The most accomplished Englishman ever, Charlton, stated, "I sometimes feel as though football was invented for this magical guy."


that there was no bar prior to Pelé.

"Pelé, the greatest athlete ever. Although Pelé was superior, both Lionel Messi and Cristiano Ronaldo are excellent players with distinct strengths "Di Stéfano, a Spanish international of Argentinean descent whose goal-scoring prowess served as the cornerstone for both Real Madrid and the tournament that is now known as the Champions League, said.


"I recall a Brazilian journalist asking [former Brazil manager Joo Saldanha] who his best goalkeeper was. He uttered Pelé. He was capable of playing in any position "Moore, who Pelé himself referred to as the best defender he had ever faced, said this.

Diego Maradona ultimately won the online fan poll, which was heavily slanted toward the younger, more technologically adept generation, and split the FIFA Player of the Century award with the brazen supernova that was Pelé. FIFA intervened and questioned a group of reporters, officials, and coaches. Over 70% of the vote went to Pelé.
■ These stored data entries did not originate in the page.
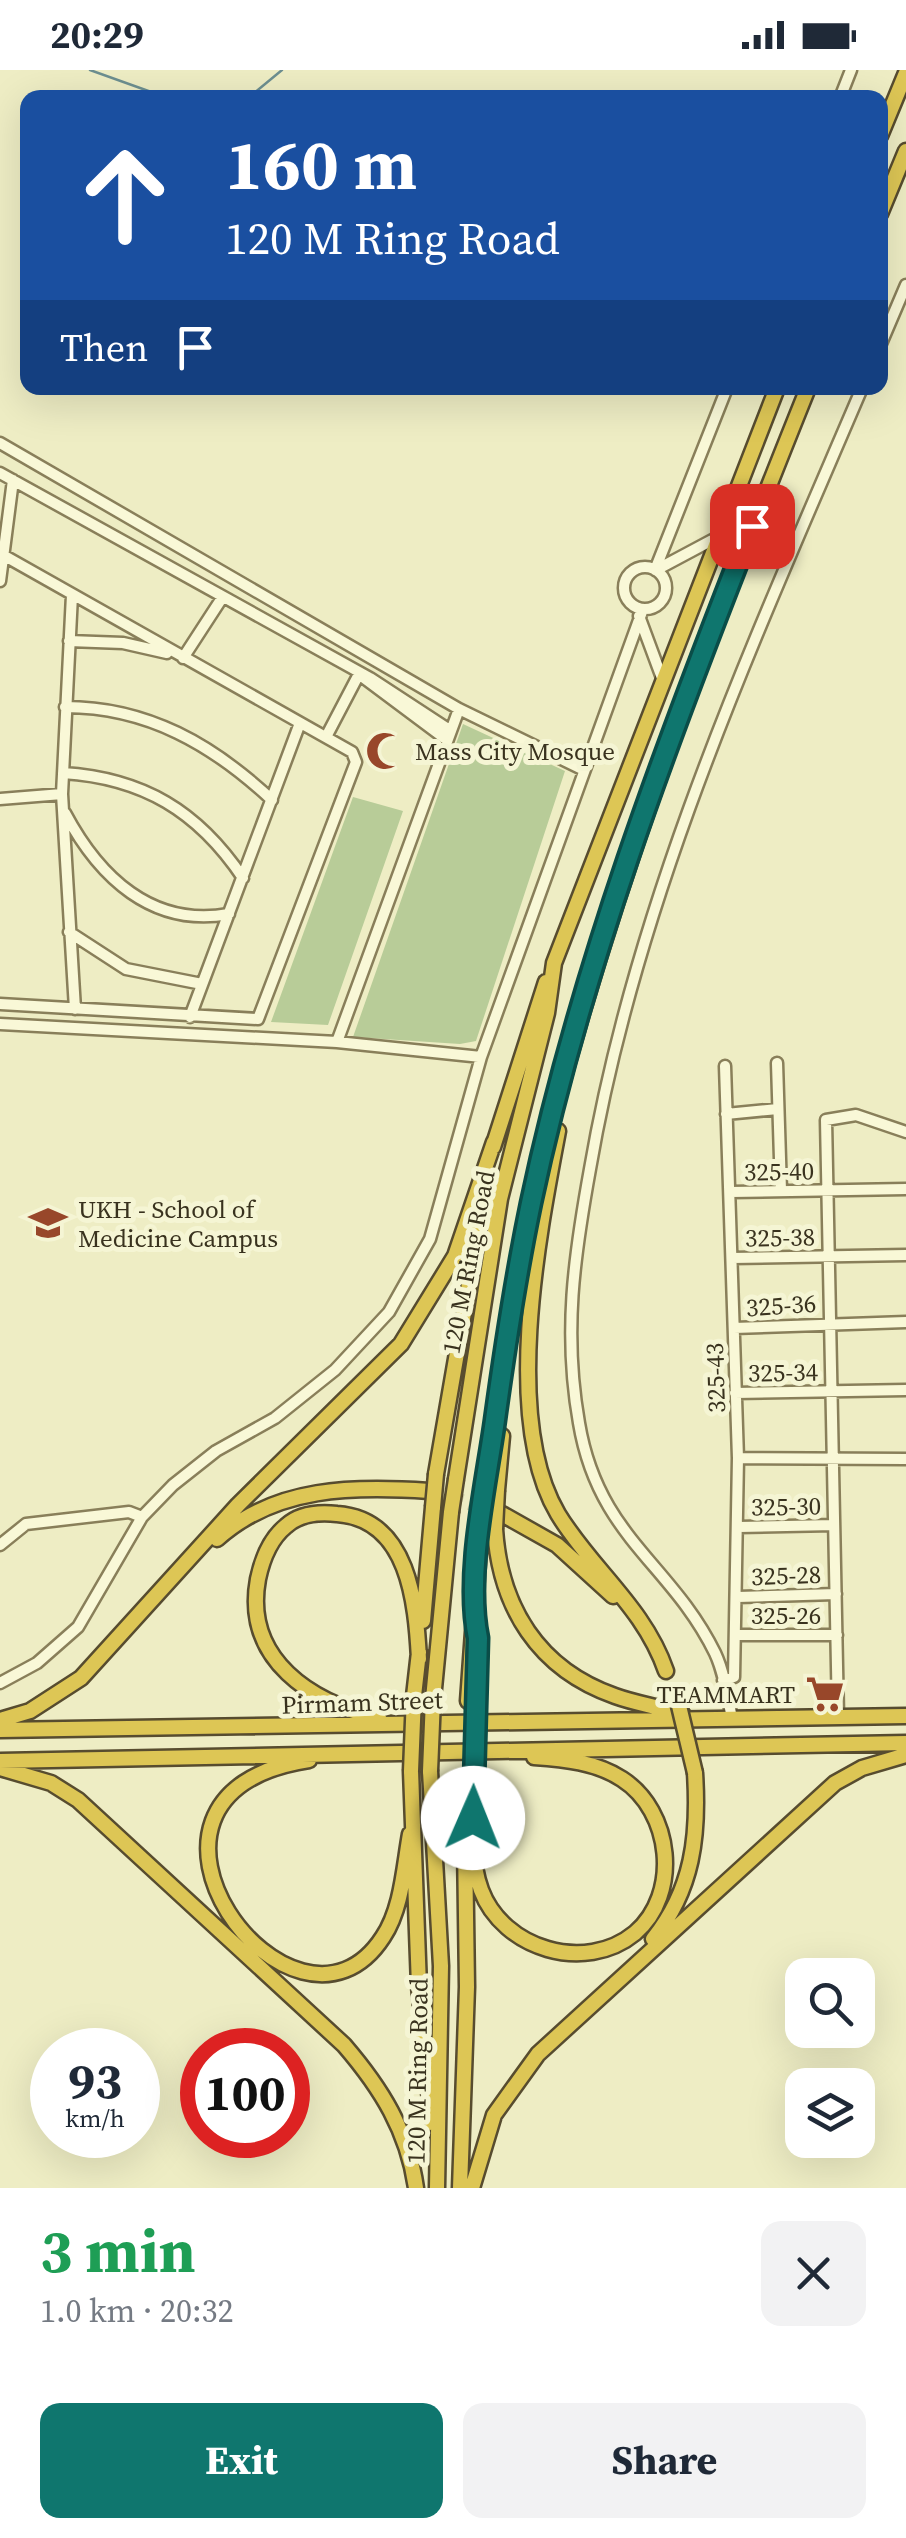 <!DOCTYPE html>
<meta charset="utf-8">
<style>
:root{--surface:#fff;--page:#f2f2f3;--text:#1f2937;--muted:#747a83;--accent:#0f766e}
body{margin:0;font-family:"Source Serif 4",serif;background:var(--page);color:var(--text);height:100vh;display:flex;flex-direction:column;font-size:38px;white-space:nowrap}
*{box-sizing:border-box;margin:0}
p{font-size:32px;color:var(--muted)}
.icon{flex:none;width:55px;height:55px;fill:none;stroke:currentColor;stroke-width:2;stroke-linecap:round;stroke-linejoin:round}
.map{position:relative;height:2118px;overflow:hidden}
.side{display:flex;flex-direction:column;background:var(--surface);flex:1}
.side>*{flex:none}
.guide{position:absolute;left:20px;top:20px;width:868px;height:305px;border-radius:20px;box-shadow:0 10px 40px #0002;background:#1a4fa0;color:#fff;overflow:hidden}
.fabs{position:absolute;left:785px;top:1888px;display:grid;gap:20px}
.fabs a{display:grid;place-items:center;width:90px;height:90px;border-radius:20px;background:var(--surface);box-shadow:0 10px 40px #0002;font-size:50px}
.speed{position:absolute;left:30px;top:1958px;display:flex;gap:20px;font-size:50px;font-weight:700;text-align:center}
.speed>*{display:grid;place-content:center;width:130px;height:130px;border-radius:50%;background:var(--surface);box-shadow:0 10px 40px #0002;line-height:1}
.speed small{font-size:25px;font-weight:400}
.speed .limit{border:15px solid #d22;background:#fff;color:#111}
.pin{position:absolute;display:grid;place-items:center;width:85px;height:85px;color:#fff;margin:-42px;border-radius:20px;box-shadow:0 5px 15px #0006}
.me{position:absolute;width:110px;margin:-55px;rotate:1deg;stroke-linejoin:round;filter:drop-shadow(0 0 8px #0008)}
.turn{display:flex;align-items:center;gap:35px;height:210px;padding:0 40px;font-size:45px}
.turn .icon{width:130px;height:130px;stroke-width:2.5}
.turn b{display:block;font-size:70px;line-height:85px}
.then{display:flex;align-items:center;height:95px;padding:0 40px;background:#0003;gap:20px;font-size:38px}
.round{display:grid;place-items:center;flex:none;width:105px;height:105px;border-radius:20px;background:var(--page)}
.overview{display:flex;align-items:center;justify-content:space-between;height:170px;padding:0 40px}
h1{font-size:60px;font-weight:700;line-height:75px;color:#1e9e55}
.primary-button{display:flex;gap:20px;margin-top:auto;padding:20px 40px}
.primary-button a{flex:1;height:115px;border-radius:20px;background:var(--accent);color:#fff;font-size:40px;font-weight:700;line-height:115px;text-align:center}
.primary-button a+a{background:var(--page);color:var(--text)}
.status{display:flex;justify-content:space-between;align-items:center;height:70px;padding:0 50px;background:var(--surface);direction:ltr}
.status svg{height:28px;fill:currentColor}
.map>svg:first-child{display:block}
.green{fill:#b8cc98}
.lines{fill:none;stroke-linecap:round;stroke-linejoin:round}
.stream{stroke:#6d8f90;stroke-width:2.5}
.highway-tunnel{stroke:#cac8a3;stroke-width:14;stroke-dasharray:14 7;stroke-linecap:butt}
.minor-casing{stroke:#897f5a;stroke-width:15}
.highway-casing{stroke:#574c2f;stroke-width:19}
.minor{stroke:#f9f8d7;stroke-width:10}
.highway{stroke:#ddc655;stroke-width:14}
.highway-bridge-casing{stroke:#574c2f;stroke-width:19;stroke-linecap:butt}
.highway-bridge{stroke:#ddc655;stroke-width:14}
.route-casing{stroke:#0a4d48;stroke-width:25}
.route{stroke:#0f766e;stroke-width:18}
.labels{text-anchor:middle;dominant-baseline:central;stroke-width:10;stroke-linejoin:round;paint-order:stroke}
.poi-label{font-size:25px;fill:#39321e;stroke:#f5f5d4;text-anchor:start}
.street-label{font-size:25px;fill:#39321e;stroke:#f5f5d4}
</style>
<div class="status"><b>20:29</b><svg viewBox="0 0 49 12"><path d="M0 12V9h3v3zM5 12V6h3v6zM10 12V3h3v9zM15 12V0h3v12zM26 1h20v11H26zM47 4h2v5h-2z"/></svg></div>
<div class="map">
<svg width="906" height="2118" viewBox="0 0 906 2118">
<rect width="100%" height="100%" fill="#eeedc4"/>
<path class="green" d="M463,654L565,701L476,971L460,974L353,967Z
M353,727L403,741L328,955L271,952Z"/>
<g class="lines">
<path class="stream" d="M90,0L168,28
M248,28L282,0"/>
<path class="highway-tunnel" d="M429,1421L492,1440"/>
<g class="minor-casing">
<path id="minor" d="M840,28L851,0
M880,276L906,215
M0,373L459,639L582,699
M0,403L370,608L451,661
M624 518a21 21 0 1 1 42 0a21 21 0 1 1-42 0Z
M655,500L727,318
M656,500L716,468
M0,511L13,410
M72,525L62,724L75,939
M639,546L662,608
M69,571L123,573L167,583
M183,588L222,528
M360,605L447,670
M65,637C148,637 213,675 272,730
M326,667L359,604
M63,703C143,708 198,741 243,808
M0,729L62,724
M65,743C99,807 152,858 229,844
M69,862L126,899L202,914
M0,934L258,949L356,692L352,682L3,485
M190,947L300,653
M0,954L337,972L481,987
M337,972L459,639
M777,993L781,1121
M726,1044L778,1039
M731,1122L906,1119
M732,1188L906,1185
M734,1258L906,1252
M735,1323L906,1320
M738,1388L906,1389
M739,1457L834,1455
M0,1475L26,1454L129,1442L142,1447
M738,1527L836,1524
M735,1565H837
M723,1610L734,1607L738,1388L725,996
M0,1613L37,1593L78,1557L142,1447L173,1415L216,1381L275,1348L335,1300L389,1242L430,1169L481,987L643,539
M838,1646L826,1050L856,1045L906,1062
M732,1649C728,1628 724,1602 715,1583C671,1493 598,1467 579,1353C563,1263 574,1187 590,1099C637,825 754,571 862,318"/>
</g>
<g class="highway-casing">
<path id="highway" d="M880,66L906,3
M880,144L906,81
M558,1061C538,1166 502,1350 558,1444C592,1500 644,1537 666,1601
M493,1077L546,912
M436,1404L483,1133
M456,1409L500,1129L547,943L554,893L777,318
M485,1417C499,1320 509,1222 533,1126C600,846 701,584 808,318
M497,1420L502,1366
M502,1444L557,1475L613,1526
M495,1459C500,1537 538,1599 615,1626C637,1634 661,1637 683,1645
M217,1469C276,1416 354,1416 429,1421
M423,1551L433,1437
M414,1626L419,1582
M433,1629L451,1442
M468,1631L481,1451
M379,1648C312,1633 243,1590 258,1509C262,1490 270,1469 286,1456C299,1444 319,1442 337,1444C409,1449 416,1533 419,1589
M0,1650L30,1641L81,1608L238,1435L401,1274L455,1186L494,1072
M0,1660L906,1646
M309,1690C83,1724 295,2003 383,1867C402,1839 404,1797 410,1764
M0,1691L906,1673
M0,1698L51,1713L78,1730L344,1975C381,2018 408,2061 416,2118
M411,1701L419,1916L432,2053
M430,1701L441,1896L437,2118
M474,1706C473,1742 468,1785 481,1820C503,1879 585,1904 635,1863C681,1824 672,1741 622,1709C596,1692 564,1689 534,1687
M653,1869C693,1819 699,1766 695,1703
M460,2118L467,1917L465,1774
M472,2118L494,2045L538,1984L835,1713L862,1698L906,1685"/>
</g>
<use href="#minor" class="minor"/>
<use href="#highway" class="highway"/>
<g class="highway-bridge-casing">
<path id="highway-bridge" d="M433,1437L436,1404
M451,1442L456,1409
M481,1451L485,1417
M495,1459L497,1420
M675,1619L695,1703
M411,1701L414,1626
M430,1701L433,1629
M474,1706L477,1631"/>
</g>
<use href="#highway-bridge" class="highway-bridge"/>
</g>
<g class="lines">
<g class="route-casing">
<path id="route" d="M473,1748L478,1568C465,1504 486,1415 495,1350C505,1277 516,1205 531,1133C580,901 665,677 752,456"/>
</g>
<use href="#route" class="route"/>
</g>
<defs>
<g id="mosque-bare" transform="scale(3)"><path d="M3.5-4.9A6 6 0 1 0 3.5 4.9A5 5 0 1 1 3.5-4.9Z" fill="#98472a" stroke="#f5f5d4" stroke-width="2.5" paint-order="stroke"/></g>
<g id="university-bare" transform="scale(3)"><path d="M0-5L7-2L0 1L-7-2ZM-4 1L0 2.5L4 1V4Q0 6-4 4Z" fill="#98472a" stroke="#f5f5d4" stroke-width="2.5" paint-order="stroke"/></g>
<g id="supermarket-bare" transform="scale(3)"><path d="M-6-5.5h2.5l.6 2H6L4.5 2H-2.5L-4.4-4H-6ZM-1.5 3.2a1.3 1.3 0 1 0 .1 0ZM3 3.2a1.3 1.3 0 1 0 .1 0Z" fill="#98472a" stroke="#f5f5d4" stroke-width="2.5" paint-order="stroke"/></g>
</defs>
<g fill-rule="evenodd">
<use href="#mosque-bare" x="385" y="681"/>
<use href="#university-bare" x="48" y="1153"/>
<use href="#supermarket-bare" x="825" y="1624"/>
</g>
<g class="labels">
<g class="poi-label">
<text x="415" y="681">Mass City Mosque</text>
<text x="78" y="1139">UKH - School of<tspan x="78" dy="29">Medicine Campus</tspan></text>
<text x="795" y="1624" text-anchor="end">TEAMMART</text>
</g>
<g class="street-label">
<text transform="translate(779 1101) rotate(-1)">325-40</text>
<text transform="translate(780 1167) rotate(-1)">325-38</text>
<text transform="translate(468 1192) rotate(-79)">120 M Ring Road</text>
<text transform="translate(781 1235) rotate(-4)">325-36</text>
<text transform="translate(783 1302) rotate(-1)">325-34</text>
<text transform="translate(715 1308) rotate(-92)">325-43</text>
<text transform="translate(786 1436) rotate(-1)">325-30</text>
<text transform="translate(786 1505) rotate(-2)">325-28</text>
<text x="786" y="1545">325-26</text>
<text transform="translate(362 1632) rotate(-2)">Pirmam Street</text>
<text transform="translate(417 2001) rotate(-89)">120 M Ring Road</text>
</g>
</g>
</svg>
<div class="fabs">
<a><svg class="icon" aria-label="search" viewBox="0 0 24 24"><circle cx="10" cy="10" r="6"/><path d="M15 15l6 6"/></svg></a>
<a><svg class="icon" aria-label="layers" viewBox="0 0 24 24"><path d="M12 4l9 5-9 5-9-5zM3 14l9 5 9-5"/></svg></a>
</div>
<div class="speed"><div>93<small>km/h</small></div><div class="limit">100</div></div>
<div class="pin" style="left:752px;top:456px;background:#d93025"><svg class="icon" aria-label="arrive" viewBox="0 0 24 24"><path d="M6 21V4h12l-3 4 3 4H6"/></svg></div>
<svg class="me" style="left:473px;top:1748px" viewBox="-20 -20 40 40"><circle r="19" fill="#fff"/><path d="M0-13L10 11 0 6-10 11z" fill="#0f766e"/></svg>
<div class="guide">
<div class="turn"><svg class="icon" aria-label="ahead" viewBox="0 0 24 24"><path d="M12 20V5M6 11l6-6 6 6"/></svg><div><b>160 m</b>120 M Ring Road</div></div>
<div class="then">Then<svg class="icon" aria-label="arrive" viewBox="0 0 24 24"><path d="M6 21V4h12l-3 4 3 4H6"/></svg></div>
</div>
</div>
<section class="side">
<div class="overview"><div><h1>3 min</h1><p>1.0 km · 20:32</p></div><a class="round"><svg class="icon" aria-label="close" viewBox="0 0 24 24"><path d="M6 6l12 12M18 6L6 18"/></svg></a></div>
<div class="primary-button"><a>Exit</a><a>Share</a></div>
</section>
Even Maradona was able to generate some of his own glowing accolades. Maradona stated, "It's too bad we never got along, but he was a tremendous player."


Players never even dared attempt the daring maneuvers we see all over the field now before Pelé. The No. 10 jersey was just another squad number before Pelé. Before Pelé, no one was truly certain that there could be a "best soccer player of all time."


Everyone agreed on who it was after Pelé.


I have to be honest and say that I felt like clapping when Pelé scored the fifth goal in [the 1958 World Cup final]," admitted Swedish defender Sigge Parling.


People simply responded that way to Pelé. the greatest athlete to ever compete in his sport.